Home

Sweatshopping

July 2007

Sweatshopping. At the risk of sounding naive and idealistic, it sickens me a little that we consider it okay that people have to do horrible jobs in horrible conditions just to support our consumerism.

Actually, what makes it worse is that the factories shown above seem to be pretty damn pleasant as far as those kind of environments go. What is wrong with us that we consider it okay for people to live like that, just to feed the machine and give us nice shoes? And where to start fixing it? I'm going to try looking for and buying goods (a) second-hand and (b) made on a small-scale.

Greg commented:

At the risk of sounding like supply-side Jesus, what do you think these people would do for a living if the factory job wasn't an option?

Matt commented:

At the risk of sounding facetious, start their own businesses crafting higher-quality, higher-priced goods in a humane environment, that they then sell to people like me. I'm willing to pay a little bit extra if it helps.

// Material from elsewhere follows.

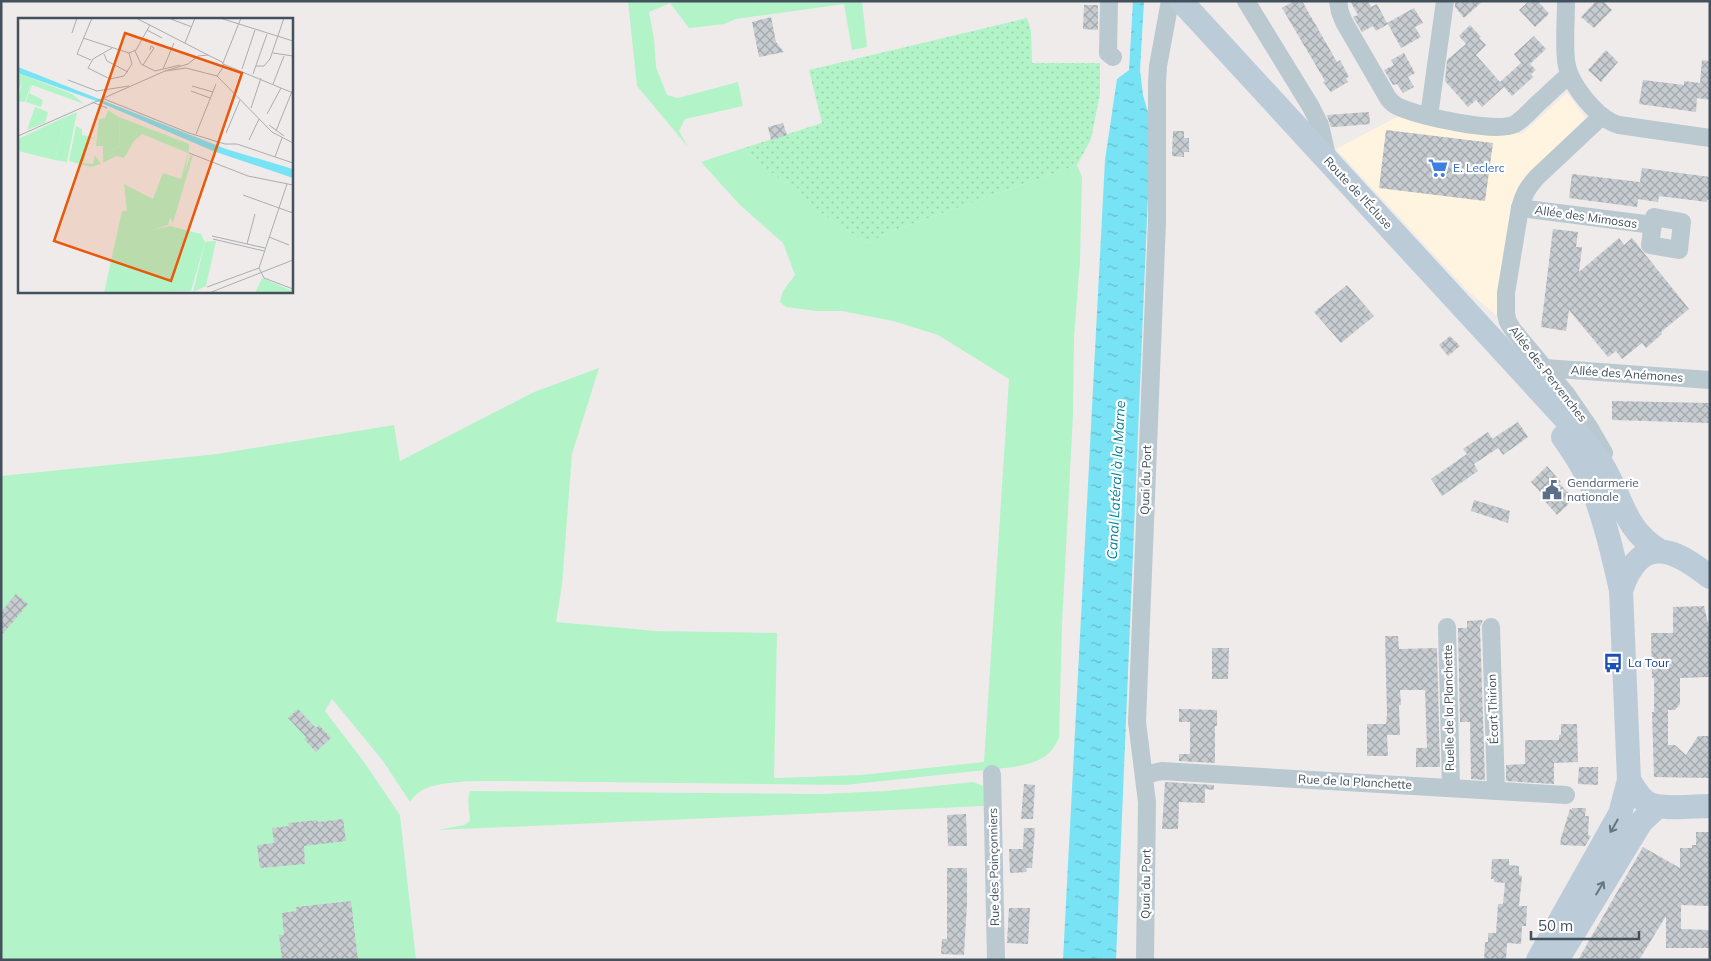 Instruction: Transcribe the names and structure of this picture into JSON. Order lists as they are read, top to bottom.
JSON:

Also, that's a pretty short-term-minded argument for tolerating something I consider to be immensely evil. Yes, these issues will eventually need to be dealt with, but I don't think that's any excuse for not tackling the evil of the system.

Nato commented:

This really calls from a quote from the flight of the conchords: "They're turning kids into slaves just to make cheaper sneakers But what's the real cost, ‘cause the sneakers don't seem that much cheaper Why are we still paying so much for sneakers when you got little kid slaves making them What are your overheads?"

Greg commented:

At the risk of sounding condescending, good answer :) I'd agree that's the ideal. What bugs me though is people who get all high and mighty about 'Buy NZ Made' etc and think that isolationism is going to somehow help the people in the sweatshops- we need to remember they are (mostly) there by choice- its their livelihood, however inhumane. What we should be trying to do is make that livelihood better.

Matt commented:

Hmm... I'd say they are there because they don't realise there is a choice in the first place. Plus, most of them wouldn't even know what to do with the choice. That's why I think it's the system that needs changing – people are going to remain sheep no matter what you do.

Greg commented:

I'd dispute that. I think there is choice, but the other options (subsistence farming etc) are deemed less attractive. I don't think people are that stupid. I don't dispute at all though that there is exploitation, and that's something that needs to change.

Kelly commented:

Hmmm. I have been running in circles of confusion over this issue for the last few years...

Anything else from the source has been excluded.